◆ Prompt: Show every line of the data below that includes the word "Конак".

◆ Dataset entries:
((

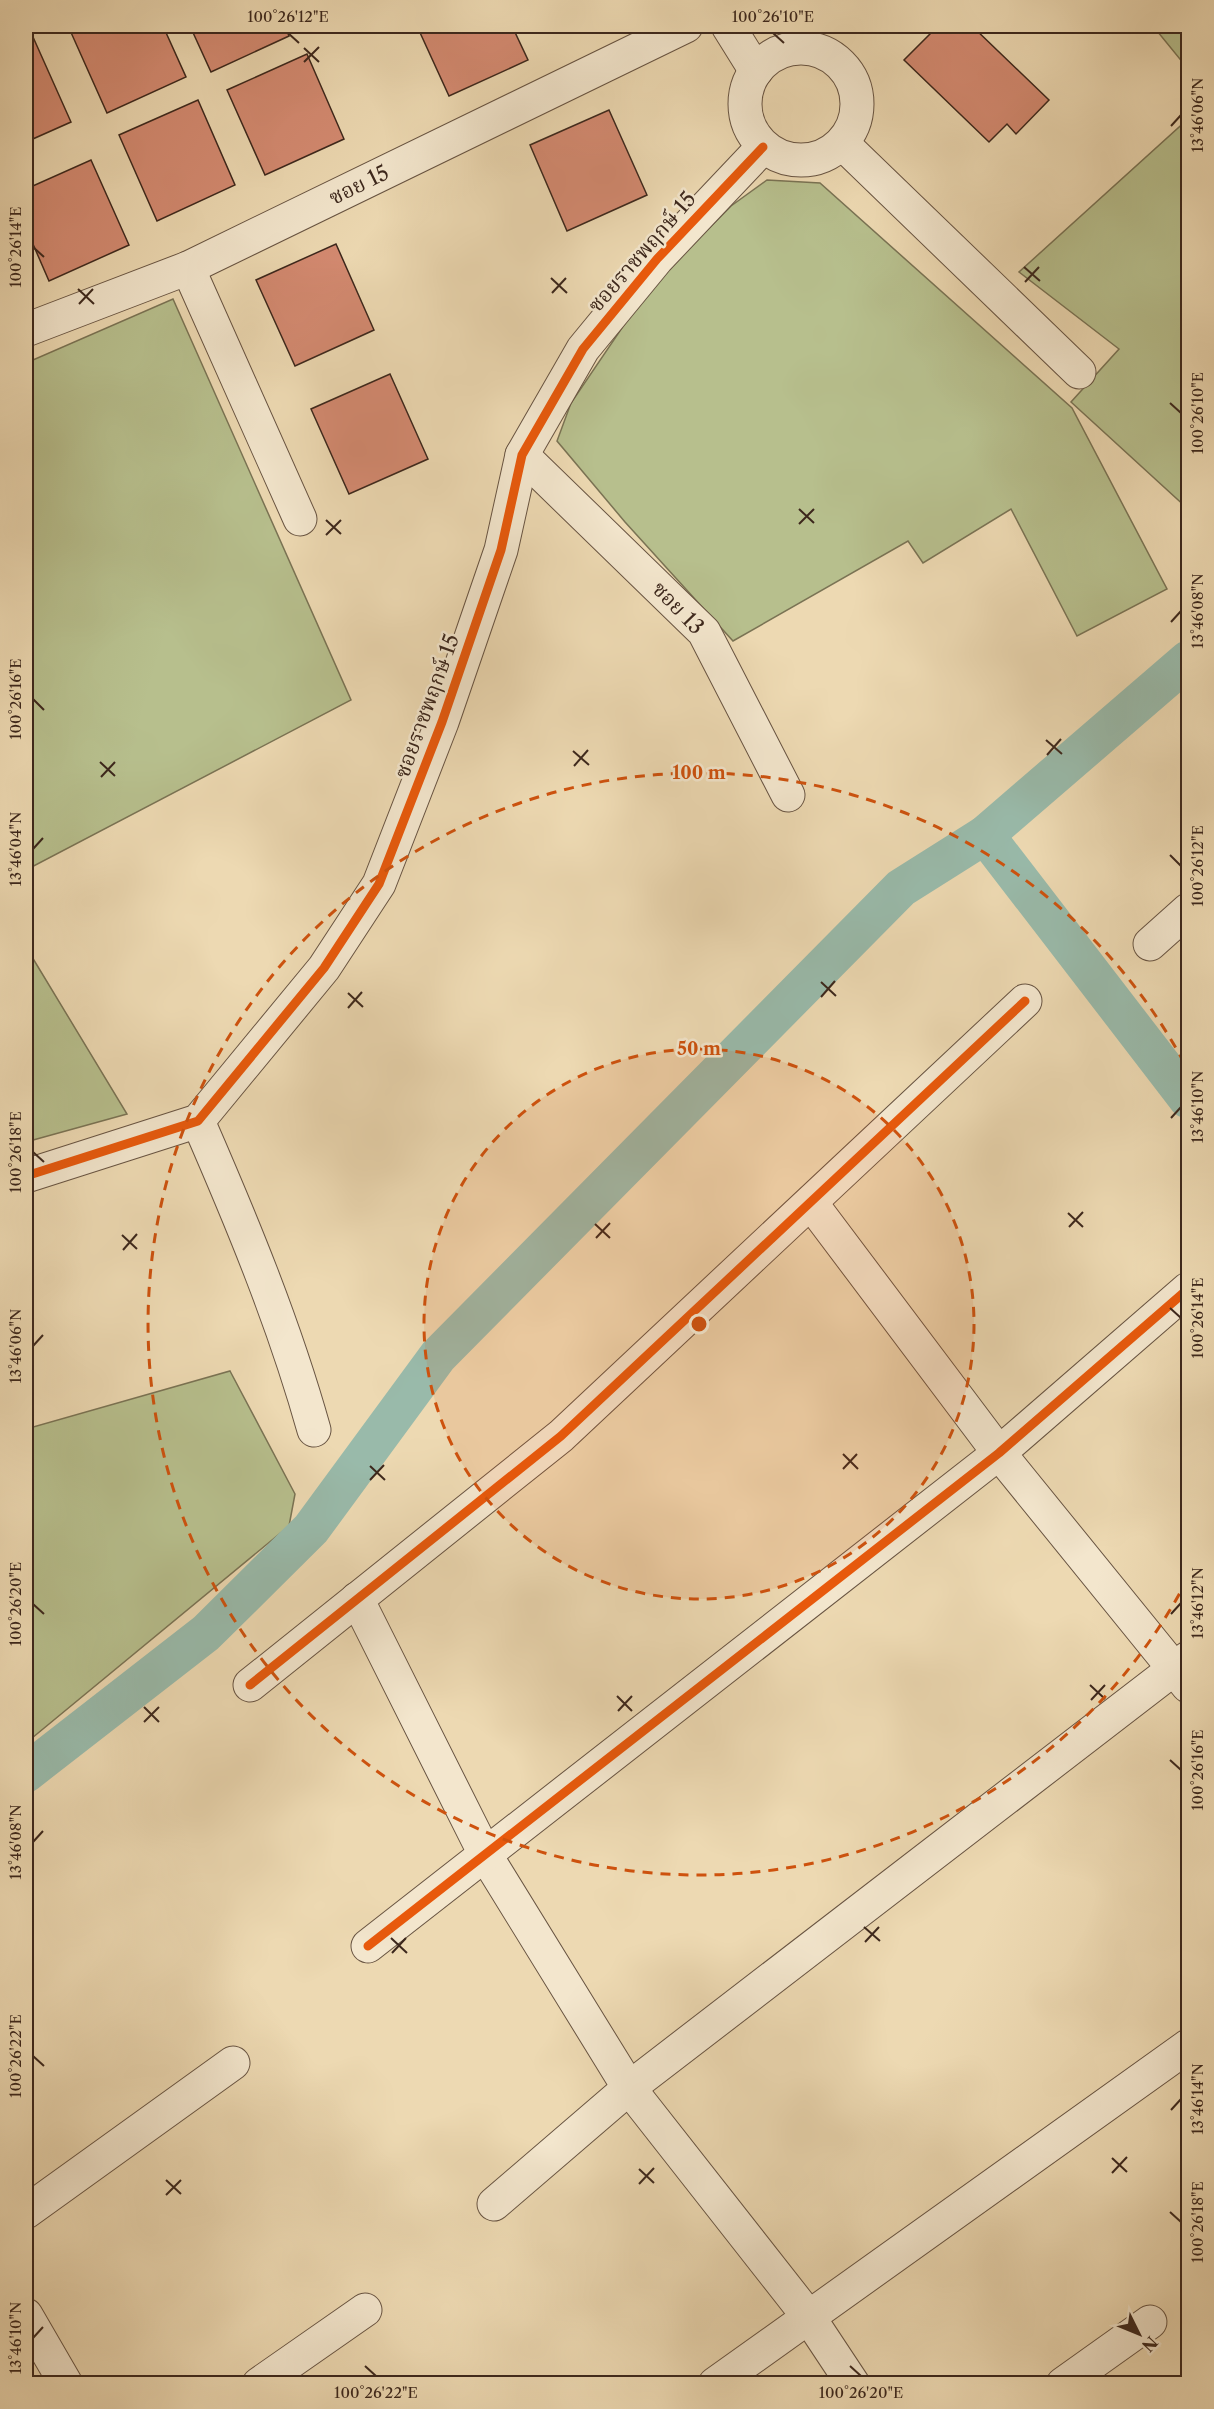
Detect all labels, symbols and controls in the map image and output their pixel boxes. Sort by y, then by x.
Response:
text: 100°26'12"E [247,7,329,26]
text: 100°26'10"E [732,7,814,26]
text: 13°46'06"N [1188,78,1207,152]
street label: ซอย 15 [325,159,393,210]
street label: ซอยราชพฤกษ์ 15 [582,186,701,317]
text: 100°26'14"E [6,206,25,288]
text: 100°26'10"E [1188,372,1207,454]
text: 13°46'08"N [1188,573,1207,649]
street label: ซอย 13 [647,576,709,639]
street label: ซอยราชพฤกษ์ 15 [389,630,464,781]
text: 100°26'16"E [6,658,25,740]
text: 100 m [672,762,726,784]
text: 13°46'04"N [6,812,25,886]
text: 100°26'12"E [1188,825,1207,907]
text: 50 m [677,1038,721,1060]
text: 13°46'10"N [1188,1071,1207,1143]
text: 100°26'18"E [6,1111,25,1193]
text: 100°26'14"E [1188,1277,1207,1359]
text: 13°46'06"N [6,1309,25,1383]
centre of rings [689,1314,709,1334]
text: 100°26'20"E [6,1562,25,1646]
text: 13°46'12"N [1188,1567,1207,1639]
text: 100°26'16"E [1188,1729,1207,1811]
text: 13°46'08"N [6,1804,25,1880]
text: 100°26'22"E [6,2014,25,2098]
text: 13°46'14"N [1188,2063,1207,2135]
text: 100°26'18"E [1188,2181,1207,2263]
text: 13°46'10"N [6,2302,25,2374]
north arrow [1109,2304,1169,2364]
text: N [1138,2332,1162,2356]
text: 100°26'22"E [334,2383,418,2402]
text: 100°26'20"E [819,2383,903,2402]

))
((

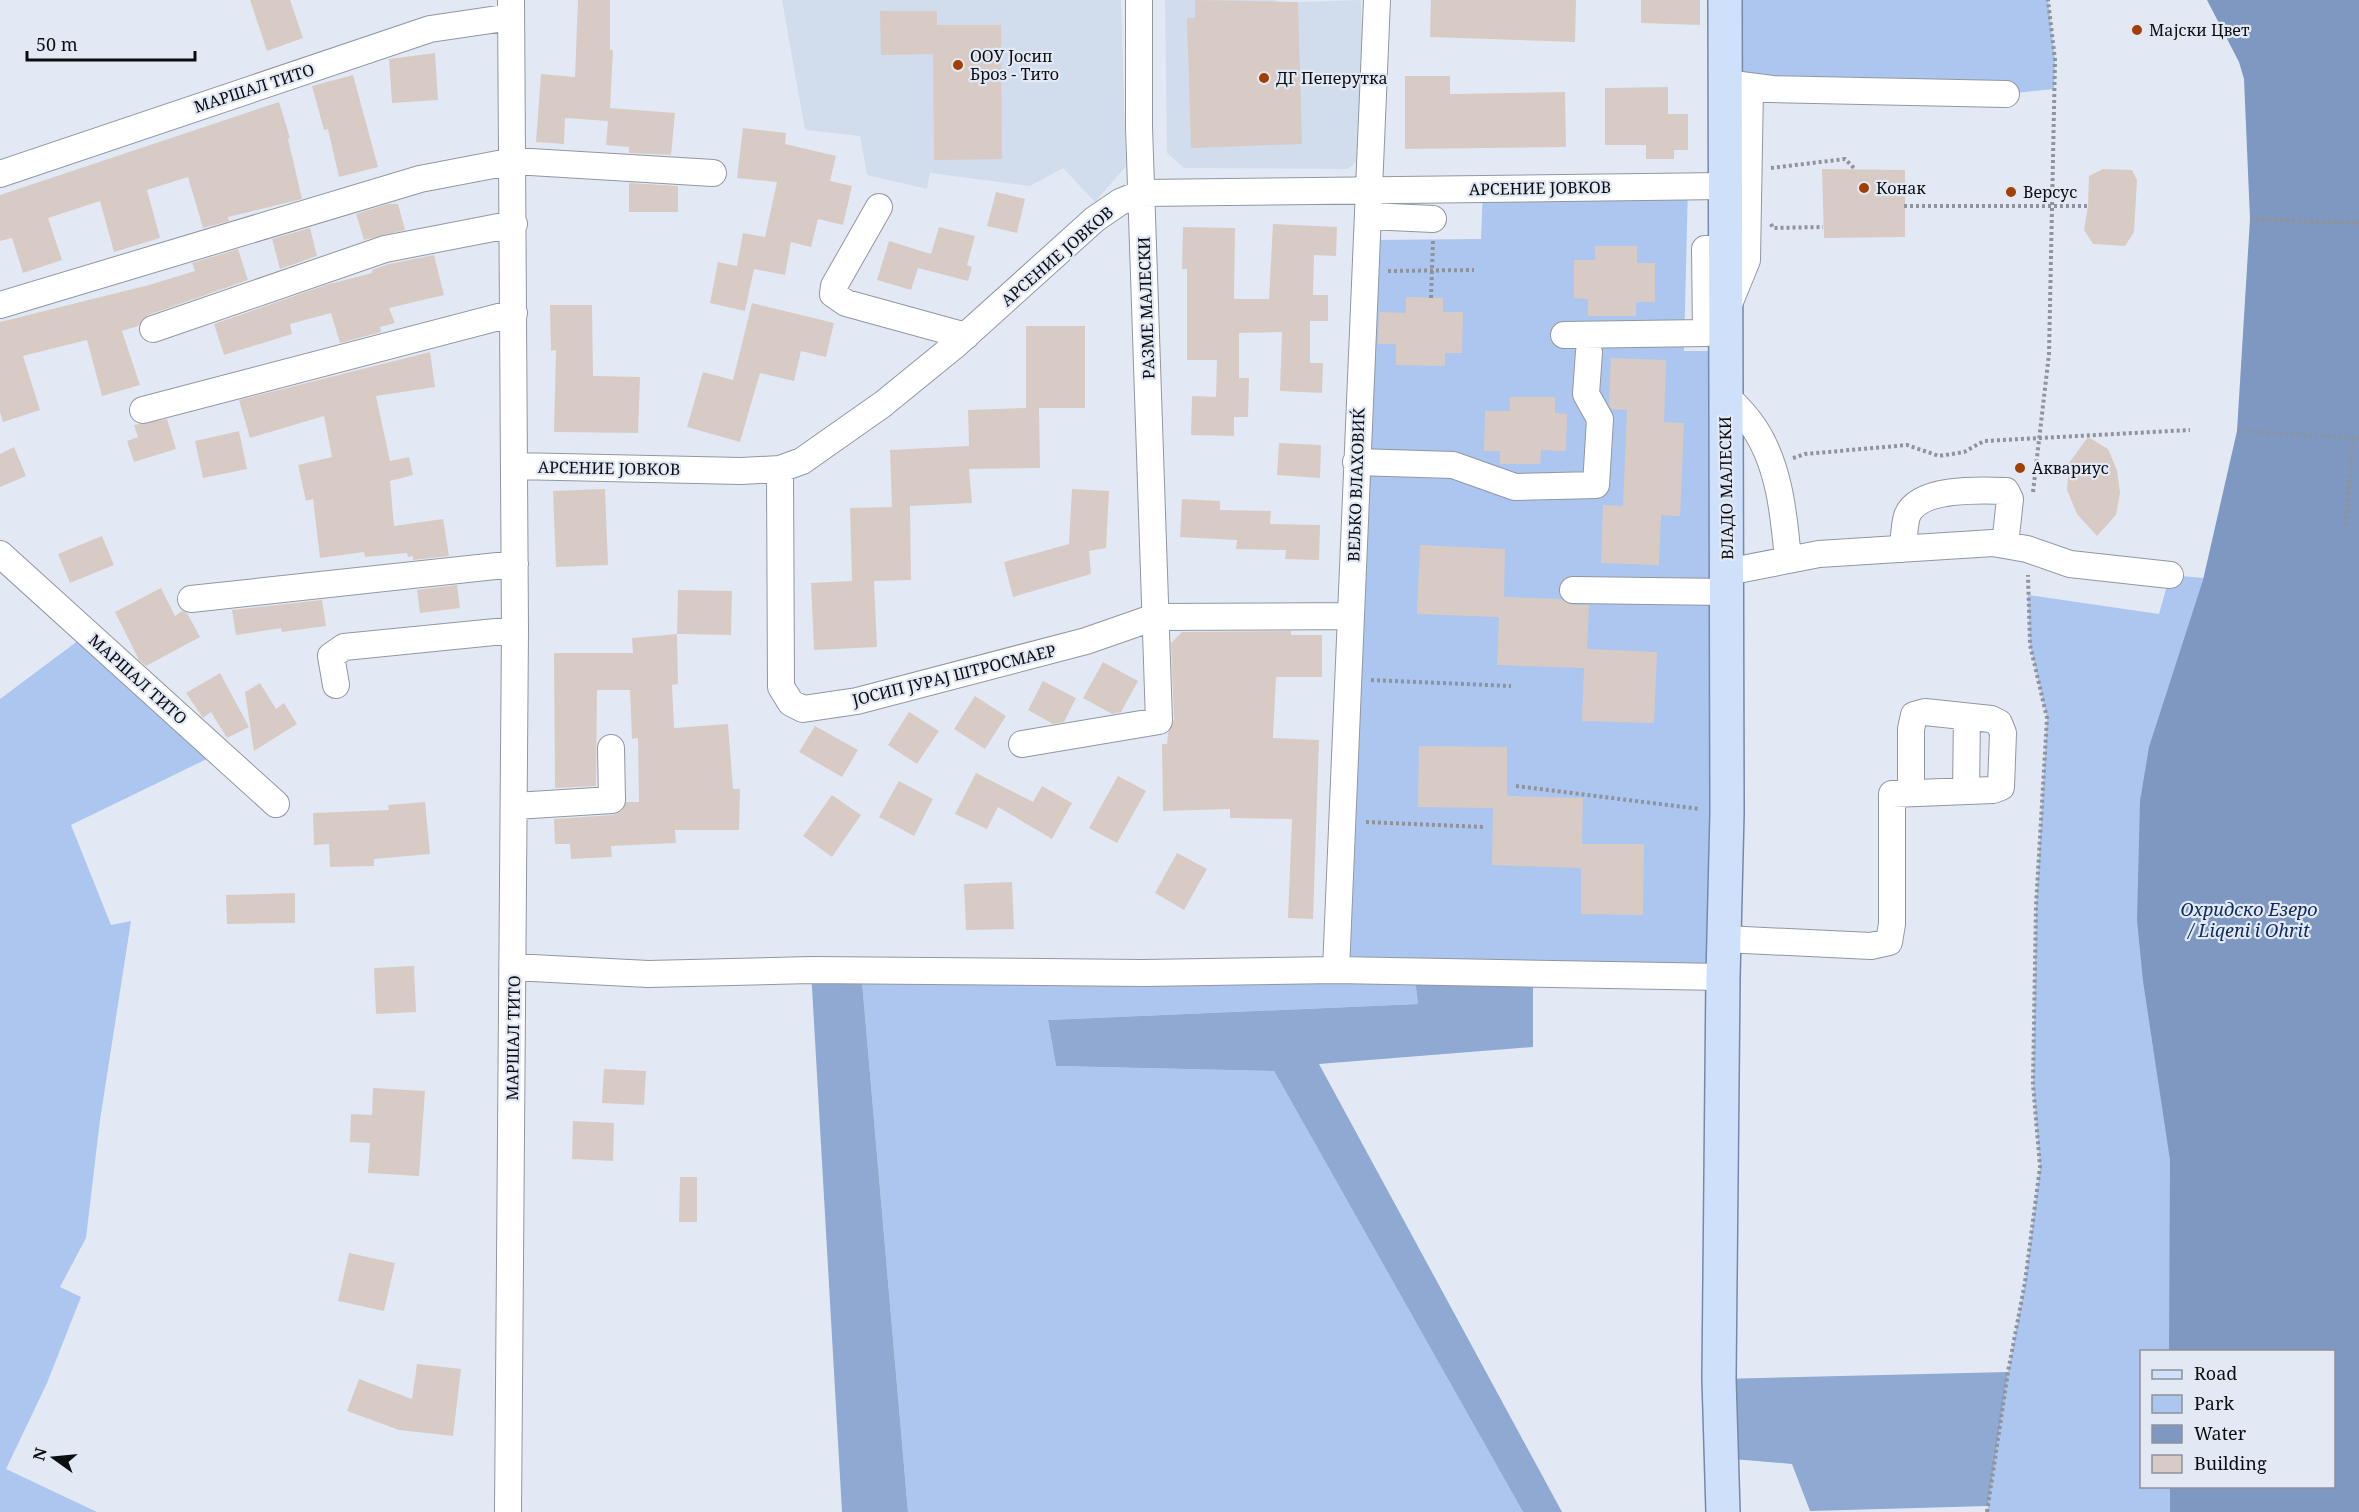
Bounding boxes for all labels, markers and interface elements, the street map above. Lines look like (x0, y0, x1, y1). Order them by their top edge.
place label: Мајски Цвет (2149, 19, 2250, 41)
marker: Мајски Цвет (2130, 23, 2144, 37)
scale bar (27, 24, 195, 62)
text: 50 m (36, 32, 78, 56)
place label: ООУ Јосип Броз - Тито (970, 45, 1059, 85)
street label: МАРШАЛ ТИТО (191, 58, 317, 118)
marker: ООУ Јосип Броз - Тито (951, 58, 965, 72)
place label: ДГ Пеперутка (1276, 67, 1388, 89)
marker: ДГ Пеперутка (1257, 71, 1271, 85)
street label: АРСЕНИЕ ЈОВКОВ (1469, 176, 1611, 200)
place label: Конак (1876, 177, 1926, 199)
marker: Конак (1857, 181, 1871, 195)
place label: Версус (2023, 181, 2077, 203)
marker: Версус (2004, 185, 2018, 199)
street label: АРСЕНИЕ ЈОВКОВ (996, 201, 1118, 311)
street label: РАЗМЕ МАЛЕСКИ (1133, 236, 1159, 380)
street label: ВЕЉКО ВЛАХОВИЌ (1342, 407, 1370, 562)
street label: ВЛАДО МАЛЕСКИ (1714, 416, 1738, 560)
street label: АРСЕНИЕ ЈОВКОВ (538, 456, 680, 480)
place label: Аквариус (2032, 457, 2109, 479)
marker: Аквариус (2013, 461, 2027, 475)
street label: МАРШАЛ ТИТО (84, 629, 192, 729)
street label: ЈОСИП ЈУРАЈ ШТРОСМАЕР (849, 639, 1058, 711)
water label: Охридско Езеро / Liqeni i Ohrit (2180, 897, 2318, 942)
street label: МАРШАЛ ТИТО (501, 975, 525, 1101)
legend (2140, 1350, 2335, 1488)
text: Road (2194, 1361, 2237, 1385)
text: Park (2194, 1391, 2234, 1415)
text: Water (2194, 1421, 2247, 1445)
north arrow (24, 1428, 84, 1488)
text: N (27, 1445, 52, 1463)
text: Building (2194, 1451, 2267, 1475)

))

◆ Result of the task:
place label: Конак (1876, 177, 1926, 199)
marker: Конак (1857, 181, 1871, 195)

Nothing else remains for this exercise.